Хотя большинство произведений «Сумерек» публиковались раньше, но, собранные в книге с продуманной композицией и значащим заголовком, они, по замыслу Баратынского, должны были «живее выражать общее направление, общий тон поэта». Это «общее направление» определялось, в первую очередь, единством проблемы, так или иначе затронутой во всех стихах, которые вошли в сборник. «Сумерки» открывались стихом «Последний поэт» (1835), который играл роль своеобразного творческого манифеста. Конфликт «Последнего поэта «проходит через весь цикл. С одной стороны, «железный век», его «промышленные заботы», «общая мечта», а с другой — поэт, «нежданный сын последних сил природы», «улыбающиеся сны». Решается этот конфликт трагически для обеих сторон.
Поэтический талант напрасен, если в нем не нуждаются люди, а ненужный миру поэт обречен на гибель. Но и мир, отказавшись от поэзии, похож на позолоченный, но безжизненный скелет. В противоположность традиции, согласно которой произведения, которые входили в поэтические сборники, отбирались и группировались по жанровым признакам, Баратынский использовал выразительные возможности разных жанров для раскрытия одной идеи, сущности одного конфликта. Антитеза одинокой, возвышенной творческой личности и вражеской ей «толпы» раскрывается и в одических строфах «Последнего поэта», и в медитативной элегии («Осень», 1837), и в антологической надписи («Алквивиад», 1835), и в «мелочи», которая разрастается, переполняется многогранным смыслом, который вбирает в себя и философское, и социальное содержание («Ропот», 1841).
В «Осени» трагическое звучание, присуще большинству стихов «Сумрака», достигает особого напряжения. «Осень» — суровая дума о своем времени. Благоразумие мыслителя и пылкость оратора, строгая последовательность в развитии поэтической и философской мысли, эмоциональная насыщенность каждого образа, лаконизм и благородное скряжничество изобразительных средств, характерны для зрелого Баратынского, с наибольшей силой и полнотой проявились в «Осени».

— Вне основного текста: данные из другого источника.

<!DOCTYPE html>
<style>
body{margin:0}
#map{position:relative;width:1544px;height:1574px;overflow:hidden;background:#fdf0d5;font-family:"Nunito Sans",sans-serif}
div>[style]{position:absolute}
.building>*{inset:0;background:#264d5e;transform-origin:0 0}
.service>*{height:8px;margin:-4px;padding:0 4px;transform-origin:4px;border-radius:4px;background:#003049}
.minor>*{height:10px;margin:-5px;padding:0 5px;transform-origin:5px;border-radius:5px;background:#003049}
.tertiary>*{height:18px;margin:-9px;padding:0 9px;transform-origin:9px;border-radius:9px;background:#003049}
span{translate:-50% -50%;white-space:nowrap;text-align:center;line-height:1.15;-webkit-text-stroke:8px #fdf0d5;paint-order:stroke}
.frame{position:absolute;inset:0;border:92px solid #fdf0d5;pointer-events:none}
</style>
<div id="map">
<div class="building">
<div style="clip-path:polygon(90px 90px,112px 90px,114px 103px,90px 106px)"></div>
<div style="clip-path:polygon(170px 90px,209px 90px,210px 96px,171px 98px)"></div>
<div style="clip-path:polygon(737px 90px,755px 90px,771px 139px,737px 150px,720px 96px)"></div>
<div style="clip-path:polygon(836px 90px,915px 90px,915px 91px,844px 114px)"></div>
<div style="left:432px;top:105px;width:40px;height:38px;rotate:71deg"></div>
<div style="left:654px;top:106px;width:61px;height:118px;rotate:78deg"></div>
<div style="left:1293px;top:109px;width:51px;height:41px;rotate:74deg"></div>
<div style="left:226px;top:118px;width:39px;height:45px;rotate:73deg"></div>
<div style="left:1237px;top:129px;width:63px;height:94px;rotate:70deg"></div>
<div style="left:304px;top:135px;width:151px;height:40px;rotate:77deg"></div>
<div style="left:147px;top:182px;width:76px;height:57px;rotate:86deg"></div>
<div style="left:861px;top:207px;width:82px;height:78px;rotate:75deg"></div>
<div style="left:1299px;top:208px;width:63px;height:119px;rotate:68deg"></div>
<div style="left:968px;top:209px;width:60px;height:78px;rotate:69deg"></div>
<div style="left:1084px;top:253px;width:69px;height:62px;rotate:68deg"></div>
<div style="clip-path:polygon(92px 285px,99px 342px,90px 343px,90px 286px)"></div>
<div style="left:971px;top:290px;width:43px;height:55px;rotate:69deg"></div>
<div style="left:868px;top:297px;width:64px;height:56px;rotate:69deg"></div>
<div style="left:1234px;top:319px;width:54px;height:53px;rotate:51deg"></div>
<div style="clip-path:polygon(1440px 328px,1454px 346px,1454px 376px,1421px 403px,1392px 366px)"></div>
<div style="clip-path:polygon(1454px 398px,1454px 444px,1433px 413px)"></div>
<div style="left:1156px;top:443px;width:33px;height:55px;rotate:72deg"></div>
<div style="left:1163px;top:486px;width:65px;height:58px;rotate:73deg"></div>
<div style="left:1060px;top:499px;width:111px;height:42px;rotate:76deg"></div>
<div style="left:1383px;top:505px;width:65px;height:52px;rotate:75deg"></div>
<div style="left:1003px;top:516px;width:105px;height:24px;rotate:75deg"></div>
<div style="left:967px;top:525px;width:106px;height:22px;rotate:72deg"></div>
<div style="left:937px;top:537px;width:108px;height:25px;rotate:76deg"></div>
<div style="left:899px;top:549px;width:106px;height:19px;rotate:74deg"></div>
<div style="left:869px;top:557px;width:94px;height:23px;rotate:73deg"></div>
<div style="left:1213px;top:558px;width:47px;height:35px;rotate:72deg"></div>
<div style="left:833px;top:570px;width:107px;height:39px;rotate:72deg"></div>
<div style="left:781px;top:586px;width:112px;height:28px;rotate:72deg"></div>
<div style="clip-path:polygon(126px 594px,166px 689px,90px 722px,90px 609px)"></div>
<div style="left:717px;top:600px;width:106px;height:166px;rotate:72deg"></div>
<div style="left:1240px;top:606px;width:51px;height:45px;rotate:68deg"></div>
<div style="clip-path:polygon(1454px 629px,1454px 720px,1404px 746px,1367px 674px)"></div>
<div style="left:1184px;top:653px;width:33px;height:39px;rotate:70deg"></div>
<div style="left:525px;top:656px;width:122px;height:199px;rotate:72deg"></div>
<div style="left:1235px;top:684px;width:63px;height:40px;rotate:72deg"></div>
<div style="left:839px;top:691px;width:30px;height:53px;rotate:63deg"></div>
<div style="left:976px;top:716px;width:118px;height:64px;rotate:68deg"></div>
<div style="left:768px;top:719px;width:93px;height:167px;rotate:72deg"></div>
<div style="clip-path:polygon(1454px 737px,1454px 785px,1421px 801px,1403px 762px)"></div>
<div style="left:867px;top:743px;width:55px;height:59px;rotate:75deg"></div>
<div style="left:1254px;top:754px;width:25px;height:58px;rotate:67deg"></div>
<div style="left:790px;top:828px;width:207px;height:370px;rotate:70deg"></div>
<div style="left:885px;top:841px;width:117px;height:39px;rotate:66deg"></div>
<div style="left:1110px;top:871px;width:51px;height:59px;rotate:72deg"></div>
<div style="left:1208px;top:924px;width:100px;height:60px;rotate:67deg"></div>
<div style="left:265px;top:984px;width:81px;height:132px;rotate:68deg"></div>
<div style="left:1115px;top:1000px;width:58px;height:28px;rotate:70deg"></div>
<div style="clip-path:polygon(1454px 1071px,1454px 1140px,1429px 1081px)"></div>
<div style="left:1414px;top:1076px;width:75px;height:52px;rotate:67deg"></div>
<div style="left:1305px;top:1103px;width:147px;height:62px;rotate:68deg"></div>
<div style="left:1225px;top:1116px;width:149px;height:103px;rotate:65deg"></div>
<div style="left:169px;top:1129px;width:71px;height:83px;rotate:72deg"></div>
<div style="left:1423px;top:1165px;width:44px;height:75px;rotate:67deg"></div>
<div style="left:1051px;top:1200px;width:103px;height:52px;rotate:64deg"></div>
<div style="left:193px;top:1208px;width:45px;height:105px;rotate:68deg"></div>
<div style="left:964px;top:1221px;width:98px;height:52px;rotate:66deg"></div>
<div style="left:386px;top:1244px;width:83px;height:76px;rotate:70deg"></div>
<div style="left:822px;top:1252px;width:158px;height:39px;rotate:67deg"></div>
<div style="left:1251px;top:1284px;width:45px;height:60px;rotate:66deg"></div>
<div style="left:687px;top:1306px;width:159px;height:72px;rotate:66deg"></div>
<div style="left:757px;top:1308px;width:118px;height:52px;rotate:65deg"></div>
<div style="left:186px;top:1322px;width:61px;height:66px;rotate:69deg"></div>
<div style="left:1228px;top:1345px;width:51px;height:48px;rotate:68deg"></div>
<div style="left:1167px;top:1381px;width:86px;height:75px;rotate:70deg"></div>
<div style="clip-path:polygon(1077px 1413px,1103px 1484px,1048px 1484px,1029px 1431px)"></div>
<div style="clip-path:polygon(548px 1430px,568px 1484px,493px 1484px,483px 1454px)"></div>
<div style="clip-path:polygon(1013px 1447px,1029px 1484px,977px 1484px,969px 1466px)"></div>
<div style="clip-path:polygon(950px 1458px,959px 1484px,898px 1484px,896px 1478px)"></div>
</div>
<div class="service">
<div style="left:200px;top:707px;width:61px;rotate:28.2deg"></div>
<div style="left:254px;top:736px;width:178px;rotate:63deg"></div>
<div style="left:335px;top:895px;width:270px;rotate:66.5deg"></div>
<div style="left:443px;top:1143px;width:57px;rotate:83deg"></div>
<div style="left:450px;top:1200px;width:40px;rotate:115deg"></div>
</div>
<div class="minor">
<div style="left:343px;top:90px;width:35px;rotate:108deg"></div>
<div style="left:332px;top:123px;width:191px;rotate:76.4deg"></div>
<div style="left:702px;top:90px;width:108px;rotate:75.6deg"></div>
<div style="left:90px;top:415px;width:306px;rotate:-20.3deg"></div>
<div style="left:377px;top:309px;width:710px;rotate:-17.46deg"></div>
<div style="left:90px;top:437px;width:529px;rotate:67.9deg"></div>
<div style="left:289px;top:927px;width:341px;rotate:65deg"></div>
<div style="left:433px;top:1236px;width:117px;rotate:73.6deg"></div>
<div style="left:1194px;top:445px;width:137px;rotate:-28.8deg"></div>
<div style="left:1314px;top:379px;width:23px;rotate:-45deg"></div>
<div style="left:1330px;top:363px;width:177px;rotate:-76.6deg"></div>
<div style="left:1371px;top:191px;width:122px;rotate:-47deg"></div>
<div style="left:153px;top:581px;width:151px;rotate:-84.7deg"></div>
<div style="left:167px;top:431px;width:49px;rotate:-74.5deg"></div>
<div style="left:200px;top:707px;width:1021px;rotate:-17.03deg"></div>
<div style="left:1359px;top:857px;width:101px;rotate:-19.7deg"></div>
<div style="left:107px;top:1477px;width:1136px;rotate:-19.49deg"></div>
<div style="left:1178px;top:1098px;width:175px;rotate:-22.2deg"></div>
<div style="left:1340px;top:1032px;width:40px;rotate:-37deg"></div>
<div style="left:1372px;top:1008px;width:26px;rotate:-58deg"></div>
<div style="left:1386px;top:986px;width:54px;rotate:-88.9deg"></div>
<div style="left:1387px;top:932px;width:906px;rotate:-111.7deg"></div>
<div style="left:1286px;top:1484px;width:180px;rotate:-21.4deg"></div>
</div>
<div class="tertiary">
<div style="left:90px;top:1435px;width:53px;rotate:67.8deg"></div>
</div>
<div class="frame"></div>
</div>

«Сумерки «отобразили не только общее в мироощущении и творчестве Баратынского второй половины 30-х — начала 40-х годов, а и изменения, которые произошли за это время. Не случайно цикл, который открывается «Последним поэтом», он закончил «Римом» (1840). В этом стихотворении снова поднимается проблема взаимоотношений поэта со столетием, снова звучит знакомое противопоставление современной действительности и гармонии античного мира, но оно раскрывает и новые черты эстетичного идеала Баратынского. Настоящий поэт, каким он изображен в «Риме» — властитель дум.
Осенью 1843 г. Баратынский отправился за границу, полгода провел в Париже, встречаясь с писателями и общественными деятелями, с художниками русской эмиграции. Находясь в Неаполе, Баратынский заболел и 29 июня 1844 г. внезапно умер. Тело поэта было перевезено в Петербург и поэт в присутствии нескольких близких друзей был похоронен. Тогдашние газеты и журналы почти не откликнулись на его смерть.